Given an image $j\in \{1,2,...J\}$ with $N_j$ features, K-means algorithm is used to partition image features into K clusters. We define these clusters as a codebook W of visual words. Thus, the image j is represented as the appearance $w_j$ and correspondence Gaussian position $v_j$, respectively.

3.2. The Joint Topic Model for Objects

Our topic model is a type of statistical model, specifying a joint probability distribution over observations. Given a set of J training images known with category information, the process of our generative Bayesian model is shown in

Table 1. The generative process of our joint model.

for each image $j\in 1,...,J$

sample a topic distribution $\pi ~Dir(\alpha )$

sample a class label $l~Multi(O)$

for each class $k\in 1,...,K$

sample a topic $z_i~{\mathsf{\Pi }}_j$, $Z_i\in T=\{1,...,K\}$

for each observation $i\in 1,...,N_j$

sample a visual word $w_{ji}~Multi({\eta }_k;z_{ji},l_j)$

sample the correspondence location $v_{ji}~N({\mu }_{Z_{ji}},{\Lambda }_{Z_{ji}})$

end for

end for

end for

.

Where Multi, Dir and N indicate Multinomial, Dirichlet and Normal distributions with specified parameters.
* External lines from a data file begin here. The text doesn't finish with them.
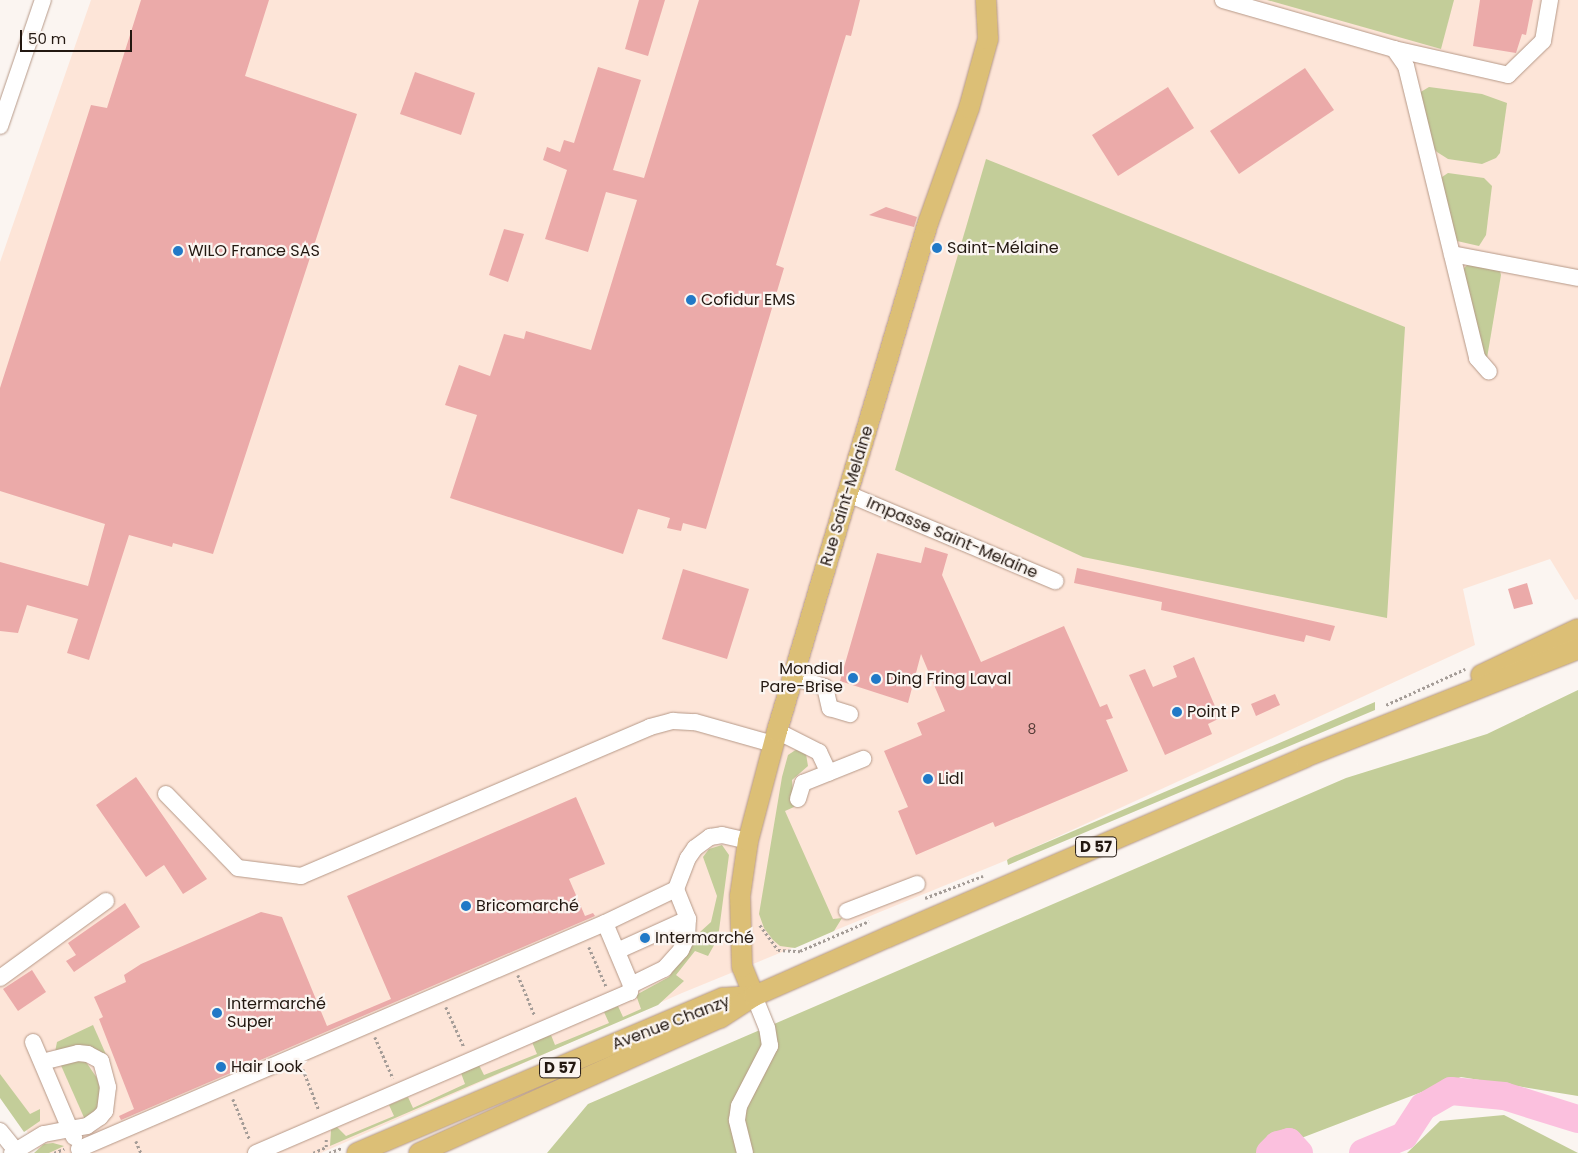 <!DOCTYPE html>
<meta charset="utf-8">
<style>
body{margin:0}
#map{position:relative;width:1578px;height:1153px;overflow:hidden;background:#fbf5f1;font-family:Poppins,sans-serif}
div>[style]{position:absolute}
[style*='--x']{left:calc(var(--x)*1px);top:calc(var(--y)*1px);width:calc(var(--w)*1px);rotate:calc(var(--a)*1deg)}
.built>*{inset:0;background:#fde5d8}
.green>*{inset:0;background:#c3cd99}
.river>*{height:28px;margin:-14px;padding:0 14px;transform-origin:14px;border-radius:14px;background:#fbc0de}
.building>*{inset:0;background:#ebaaa9}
.path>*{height:2.5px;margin-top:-1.25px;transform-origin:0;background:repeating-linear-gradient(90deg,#a49c97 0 2.5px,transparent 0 5px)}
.roads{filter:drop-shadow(0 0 1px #b69988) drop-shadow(0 0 1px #b69988)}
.minor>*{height:16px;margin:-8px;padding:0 8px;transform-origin:8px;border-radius:8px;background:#fff}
.major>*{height:20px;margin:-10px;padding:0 10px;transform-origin:10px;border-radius:10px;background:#dcbf76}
.dots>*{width:14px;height:14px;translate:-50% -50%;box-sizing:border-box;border:2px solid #fbf5f1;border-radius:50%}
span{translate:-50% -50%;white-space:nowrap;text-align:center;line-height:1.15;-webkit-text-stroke:4.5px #fbf5f1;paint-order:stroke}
.number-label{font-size:14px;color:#553c37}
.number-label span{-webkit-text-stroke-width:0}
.shield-label span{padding:1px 4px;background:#fbf5f1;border:1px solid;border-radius:4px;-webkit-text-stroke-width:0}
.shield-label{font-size:15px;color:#231811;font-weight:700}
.poi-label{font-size:16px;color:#231811}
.left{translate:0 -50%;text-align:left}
.right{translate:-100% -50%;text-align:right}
.street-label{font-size:16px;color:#231811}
.scale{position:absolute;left:20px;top:30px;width:112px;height:22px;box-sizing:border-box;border:2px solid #231811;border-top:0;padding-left:6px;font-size:15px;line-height:18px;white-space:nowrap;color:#231811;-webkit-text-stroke:4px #fbf5f1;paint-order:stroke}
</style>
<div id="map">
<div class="built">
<i style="clip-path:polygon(91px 0,1578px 0,1578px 599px,1575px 600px,1550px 559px,1463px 589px,1475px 645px,1007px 860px,682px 993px,321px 1153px,40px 1153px,0 1087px,0 262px)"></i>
</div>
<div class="green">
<i style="clip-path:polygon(1267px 0,1454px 0,1441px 49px)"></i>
<i style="clip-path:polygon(1429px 87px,1482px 94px,1507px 103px,1500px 153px,1496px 158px,1482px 164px,1448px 159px,1437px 152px,1433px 148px,1419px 93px)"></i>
<i style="clip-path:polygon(986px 159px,1405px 327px,1387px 618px,1083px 557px,895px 470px)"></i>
<i style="clip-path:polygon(1448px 173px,1484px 178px,1492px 186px,1486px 235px,1479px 246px,1457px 241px,1440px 184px,1442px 177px)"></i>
<i style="clip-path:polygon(1468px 264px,1500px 271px,1501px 275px,1486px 364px,1462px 270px)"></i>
<i style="clip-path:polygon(1578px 690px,1578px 1096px,1461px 1077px,1262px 1153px,547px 1153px,588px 1104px,1346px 778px,1487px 734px)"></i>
<i style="clip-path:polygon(1375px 702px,1375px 710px,1008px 865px,1007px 860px,1010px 858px)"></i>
<i style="clip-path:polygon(797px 749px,806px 754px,808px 766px,792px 780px,794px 807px,785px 811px,833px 919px,842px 918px,834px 931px,795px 948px,780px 946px,773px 940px,764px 928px,759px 914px,782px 777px,788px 755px)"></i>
<i style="clip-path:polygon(722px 845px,729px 855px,718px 938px,708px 956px,695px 951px,676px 975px,684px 981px,658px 1005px,330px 1146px,331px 1130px,337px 1127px,346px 1136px,394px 1116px,389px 1105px,408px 1097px,413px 1108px,465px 1084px,461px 1073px,479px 1065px,484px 1075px,537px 1054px,532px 1042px,551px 1035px,555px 1045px,609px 1023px,604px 1012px,618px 1006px,623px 1017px,641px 1009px,636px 995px,669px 977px,700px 932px,711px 922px,717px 896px,703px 857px,709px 849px)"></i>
<i style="clip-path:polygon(93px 1025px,108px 1059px,55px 1052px,57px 1042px)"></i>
<i style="clip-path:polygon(84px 1059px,97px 1078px,101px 1092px,101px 1108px,86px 1122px,59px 1061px)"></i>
<i style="clip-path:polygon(0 1074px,30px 1114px,40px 1109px,40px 1121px,24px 1132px,0 1098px)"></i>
<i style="clip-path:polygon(1504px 1115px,1578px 1153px,1407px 1153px,1440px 1121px)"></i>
<i style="clip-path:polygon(53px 1143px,64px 1146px,49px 1153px,34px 1153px,44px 1144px)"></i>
</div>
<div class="river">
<i style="--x:1270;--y:1153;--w:11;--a:-45"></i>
<i style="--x:1278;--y:1145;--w:11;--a:-15"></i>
<i style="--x:1289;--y:1142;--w:15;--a:48"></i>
<i style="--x:1363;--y:1153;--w:44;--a:-22.5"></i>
<i style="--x:1404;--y:1136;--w:35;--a:-57"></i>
<i style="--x:1423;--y:1107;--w:32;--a:-30"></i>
<i style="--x:1451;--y:1091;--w:53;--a:5.4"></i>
<i style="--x:1504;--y:1096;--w:77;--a:17.3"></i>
</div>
<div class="building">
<i style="clip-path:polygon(141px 0,269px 0,245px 76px,357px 114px,213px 554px,173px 543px,172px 547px,129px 535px,89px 660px,67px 653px,78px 619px,27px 605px,18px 633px,0 631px,0 562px,88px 586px,105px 524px,0 491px,0 388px,91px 105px,107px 108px)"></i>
<i style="clip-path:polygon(639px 0,665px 0,648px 56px,625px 49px)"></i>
<i style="clip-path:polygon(699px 0,860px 0,851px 36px,846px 35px,776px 265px,784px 268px,706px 529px,683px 523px,681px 531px,667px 528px,670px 518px,638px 509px,623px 554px,450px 498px,477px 415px,445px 405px,459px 365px,490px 376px,504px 334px,524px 339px,526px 331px,591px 350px,637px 200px,606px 192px,588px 252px,545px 239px,567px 170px,543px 160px,547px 147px,560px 152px,564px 140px,574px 143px,598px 67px,641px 80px,613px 170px,644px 178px)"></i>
<i style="clip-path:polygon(1480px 0,1533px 0,1526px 35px,1522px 34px,1516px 53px,1473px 46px)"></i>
<i style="clip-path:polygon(1305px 68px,1334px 110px,1239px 174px,1210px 131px)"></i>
<i style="clip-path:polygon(415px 72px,475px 93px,461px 135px,400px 114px)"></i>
<i style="clip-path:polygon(1168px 87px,1194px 128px,1118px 176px,1092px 135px)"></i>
<i style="clip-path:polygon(886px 207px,917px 217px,914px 227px,869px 215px)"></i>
<i style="clip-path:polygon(504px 229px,524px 234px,508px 282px,489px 275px)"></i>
<i style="clip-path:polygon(925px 547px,948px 554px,942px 575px,981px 662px,1064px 626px,1100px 707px,1107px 704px,1113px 718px,1106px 720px,1128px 771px,995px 827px,993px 822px,916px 855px,898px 811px,908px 807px,884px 751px,922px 735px,917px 723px,945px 711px,921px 654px,908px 703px,840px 681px,877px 553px,921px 563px)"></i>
<i style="clip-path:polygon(1077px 568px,1264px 610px,1335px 626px,1330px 641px,1306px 635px,1304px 642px,1259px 632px,1161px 610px,1162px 602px,1074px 583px)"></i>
<i style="clip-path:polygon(683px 569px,749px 589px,727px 659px,662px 639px)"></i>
<i style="clip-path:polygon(1527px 583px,1533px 604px,1514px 609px,1508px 589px)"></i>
<i style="clip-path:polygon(1194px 657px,1220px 718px,1208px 724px,1212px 734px,1165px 755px,1129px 675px,1145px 669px,1153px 687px,1177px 677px,1173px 666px)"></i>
<i style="clip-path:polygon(1275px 694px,1280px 705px,1256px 716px,1251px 704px)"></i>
<i style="clip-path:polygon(136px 777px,207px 879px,183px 894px,164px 865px,146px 877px,96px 805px)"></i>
<i style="clip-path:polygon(576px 797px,605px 864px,569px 879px,585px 916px,593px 913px,595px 916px,121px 1120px,119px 1116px,134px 1109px,99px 1019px,103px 1017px,94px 997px,126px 982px,124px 975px,141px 964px,261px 912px,282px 917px,327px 1026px,391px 999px,347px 896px)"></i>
<i style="clip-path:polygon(125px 903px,140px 927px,74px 972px,66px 961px,76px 955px,68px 943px)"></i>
<i style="clip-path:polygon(32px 970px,46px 992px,18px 1011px,3px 989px)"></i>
</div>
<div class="path">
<i style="--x:1386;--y:705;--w:87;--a:-24.5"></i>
<i style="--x:925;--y:898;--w:62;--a:-20.8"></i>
<i style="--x:760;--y:925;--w:31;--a:54"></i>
<i style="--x:778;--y:950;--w:22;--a:3"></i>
<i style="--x:800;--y:951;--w:75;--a:-23.5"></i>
<i style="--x:589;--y:947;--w:43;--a:66.4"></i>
<i style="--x:518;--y:975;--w:44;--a:67.5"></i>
<i style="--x:446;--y:1007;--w:44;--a:65.8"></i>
<i style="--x:375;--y:1037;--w:45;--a:66.3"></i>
<i style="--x:303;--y:1069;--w:44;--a:68.7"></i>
<i style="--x:233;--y:1099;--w:44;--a:67.5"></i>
<i style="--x:136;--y:1141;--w:13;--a:67"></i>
<i style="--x:54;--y:1153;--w:11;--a:-22"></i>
<i style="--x:313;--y:1153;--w:14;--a:-25"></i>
<i style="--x:326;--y:1147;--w:8;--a:-90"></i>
<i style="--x:329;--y:1153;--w:14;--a:-21"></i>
</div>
<div class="roads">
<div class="minor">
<i style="--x:1223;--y:0;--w:178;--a:16"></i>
<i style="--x:1394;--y:49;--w:117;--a:12.8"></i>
<i style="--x:1508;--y:75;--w:49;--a:-44.2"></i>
<i style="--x:1543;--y:41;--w:42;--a:-80.3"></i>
<i style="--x:1394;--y:49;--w:21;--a:55"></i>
<i style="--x:1406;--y:66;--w:301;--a:76.3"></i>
<i style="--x:1477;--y:358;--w:18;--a:49"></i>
<i style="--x:0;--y:126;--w:133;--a:-71.2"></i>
<i style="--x:1452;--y:254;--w:128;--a:10.8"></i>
<i style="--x:848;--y:494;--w:225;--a:22.8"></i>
<i style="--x:792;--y:677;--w:34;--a:17"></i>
<i style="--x:825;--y:687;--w:22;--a:77"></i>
<i style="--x:830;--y:708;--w:21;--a:17"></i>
<i style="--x:777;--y:731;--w:47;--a:26.6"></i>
<i style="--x:819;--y:752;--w:23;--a:65"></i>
<i style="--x:166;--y:794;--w:103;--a:45.8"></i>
<i style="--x:238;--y:868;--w:64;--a:7.2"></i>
<i style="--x:301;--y:876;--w:379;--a:-23.1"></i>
<i style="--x:650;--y:727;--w:24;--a:-15"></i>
<i style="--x:673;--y:721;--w:22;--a:3"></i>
<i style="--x:695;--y:722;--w:81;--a:15.8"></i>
<i style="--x:798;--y:799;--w:17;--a:-73"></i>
<i style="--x:803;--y:783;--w:65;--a:-21.8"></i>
<i style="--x:847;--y:911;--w:75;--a:-21.1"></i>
<i style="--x:617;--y:951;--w:78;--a:-24.3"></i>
<i style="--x:0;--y:978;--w:131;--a:-36"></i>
<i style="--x:631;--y:985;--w:37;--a:-26"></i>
<i style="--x:664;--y:969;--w:25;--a:-48"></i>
<i style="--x:681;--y:950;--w:14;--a:-65"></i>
<i style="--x:687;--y:937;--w:18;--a:-87"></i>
<i style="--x:688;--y:919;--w:32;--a:-112"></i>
<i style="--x:33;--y:1042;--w:95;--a:67"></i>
<i style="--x:70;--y:1129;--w:17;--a:-10"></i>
<i style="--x:87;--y:1126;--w:16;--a:-35"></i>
<i style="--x:100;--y:1117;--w:8;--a:-50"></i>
<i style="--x:105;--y:1111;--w:24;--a:-83"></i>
<i style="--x:108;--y:1087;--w:27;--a:-105"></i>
<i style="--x:101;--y:1061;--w:15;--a:-152"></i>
<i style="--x:88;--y:1054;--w:10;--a:-174"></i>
<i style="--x:78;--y:1053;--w:37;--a:166"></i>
<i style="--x:0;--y:1131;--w:28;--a:51"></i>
<i style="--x:79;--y:1149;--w:572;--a:-23.25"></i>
<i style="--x:12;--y:1153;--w:37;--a:-31"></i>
<i style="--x:44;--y:1134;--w:26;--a:-11"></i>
<i style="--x:70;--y:1129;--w:9;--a:63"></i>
<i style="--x:256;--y:1153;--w:407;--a:-23.3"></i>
<i style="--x:630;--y:992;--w:7;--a:-82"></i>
<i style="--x:631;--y:985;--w:67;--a:-112.8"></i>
<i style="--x:605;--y:923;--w:79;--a:-25.6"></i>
<i style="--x:676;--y:889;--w:33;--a:-69"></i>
<i style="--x:688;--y:858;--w:12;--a:-55"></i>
<i style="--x:695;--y:848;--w:19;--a:-36"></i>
<i style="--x:710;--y:837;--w:12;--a:-9"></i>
<i style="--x:722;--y:835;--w:27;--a:13"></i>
<i style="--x:745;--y:1153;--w:34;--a:-104"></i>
<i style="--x:737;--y:1120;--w:14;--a:-82"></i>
<i style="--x:739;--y:1106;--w:68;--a:-62.7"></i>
<i style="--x:770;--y:1046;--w:18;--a:-99"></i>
<i style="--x:767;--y:1028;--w:35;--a:-112"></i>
</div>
<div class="major">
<i style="--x:1481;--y:675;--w:107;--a:-25.4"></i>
<i style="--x:754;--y:996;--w:31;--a:-112"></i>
<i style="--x:742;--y:967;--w:71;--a:-91.6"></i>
<i style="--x:740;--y:896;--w:56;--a:-81.7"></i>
<i style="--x:748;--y:841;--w:114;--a:-75.2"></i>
<i style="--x:777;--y:731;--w:530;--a:-73.45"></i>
<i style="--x:928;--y:223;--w:122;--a:-70.4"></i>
<i style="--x:969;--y:108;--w:72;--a:-74.6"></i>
<i style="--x:988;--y:39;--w:39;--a:-93"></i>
<i style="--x:357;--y:1153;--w:397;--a:-23"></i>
<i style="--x:723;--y:998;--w:31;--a:-4"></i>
<i style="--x:419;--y:1153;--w:330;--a:-24.2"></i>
<i style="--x:720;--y:1018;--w:40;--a:-32.9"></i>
<i style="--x:754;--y:996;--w:146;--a:-23.8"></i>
<i style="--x:888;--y:937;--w:454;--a:-23.3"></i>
<i style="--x:1305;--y:757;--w:294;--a:-21.6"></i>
</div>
</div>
<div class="dots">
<i style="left:937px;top:248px;background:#2179c7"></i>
<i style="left:178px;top:251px;background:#2179c7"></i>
<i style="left:691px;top:300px;background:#2179c7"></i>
<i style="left:853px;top:678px;background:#2179c7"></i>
<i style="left:876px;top:679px;background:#2179c7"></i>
<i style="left:1177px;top:712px;background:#2179c7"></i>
<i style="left:928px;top:779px;background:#2179c7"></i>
<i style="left:466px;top:906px;background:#2179c7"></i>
<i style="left:645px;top:938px;background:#2179c7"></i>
<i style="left:217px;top:1013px;background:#2179c7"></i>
<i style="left:221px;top:1067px;background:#2179c7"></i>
</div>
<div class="number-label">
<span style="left:1032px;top:729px">8</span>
</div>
<div class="shield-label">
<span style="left:1096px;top:847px">D 57</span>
<span style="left:560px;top:1068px">D 57</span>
</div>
<div class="poi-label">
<span class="left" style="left:947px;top:248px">Saint-Mélaine</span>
<span class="left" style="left:188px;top:251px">WILO France SAS</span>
<span class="left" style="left:701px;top:300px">Cofidur EMS</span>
<span class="right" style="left:843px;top:678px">Mondial<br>Pare-Brise</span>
<span class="left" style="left:886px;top:679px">Ding Fring Laval</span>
<span class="left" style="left:1187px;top:712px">Point P</span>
<span class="left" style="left:938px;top:779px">Lidl</span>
<span class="left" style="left:476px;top:906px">Bricomarché</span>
<span class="left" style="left:655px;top:938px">Intermarché</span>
<span class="left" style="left:227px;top:1013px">Intermarché<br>Super</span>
<span class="left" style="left:231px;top:1067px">Hair Look</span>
</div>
<div class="street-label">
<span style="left:847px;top:496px;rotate:-73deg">Rue Saint-Melaine</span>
<span style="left:952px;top:538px;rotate:23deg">Impasse Saint-Melaine</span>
<span style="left:671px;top:1023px;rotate:-21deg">Avenue Chanzy</span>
</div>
<div class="scale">50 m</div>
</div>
These priors are chosen because they are conjugates to model parameters and hence, can enable efficient inference. For this joint model, shared parts are formalized as groups of features that are spatially clustered. Each object is a mixture of multinomial topic distributions and reuses shared parts in different proportions. We correlate class label L with appearance variable w, as shown in Figure 2, where parts are formalized as groups of features that are spatially clustered and have predictable appearances. This correlation makes conditional distributions of topics dependent on classes. Furthermore, as a larger set of topics are available per class, the model has greater ability to model inter-class structure.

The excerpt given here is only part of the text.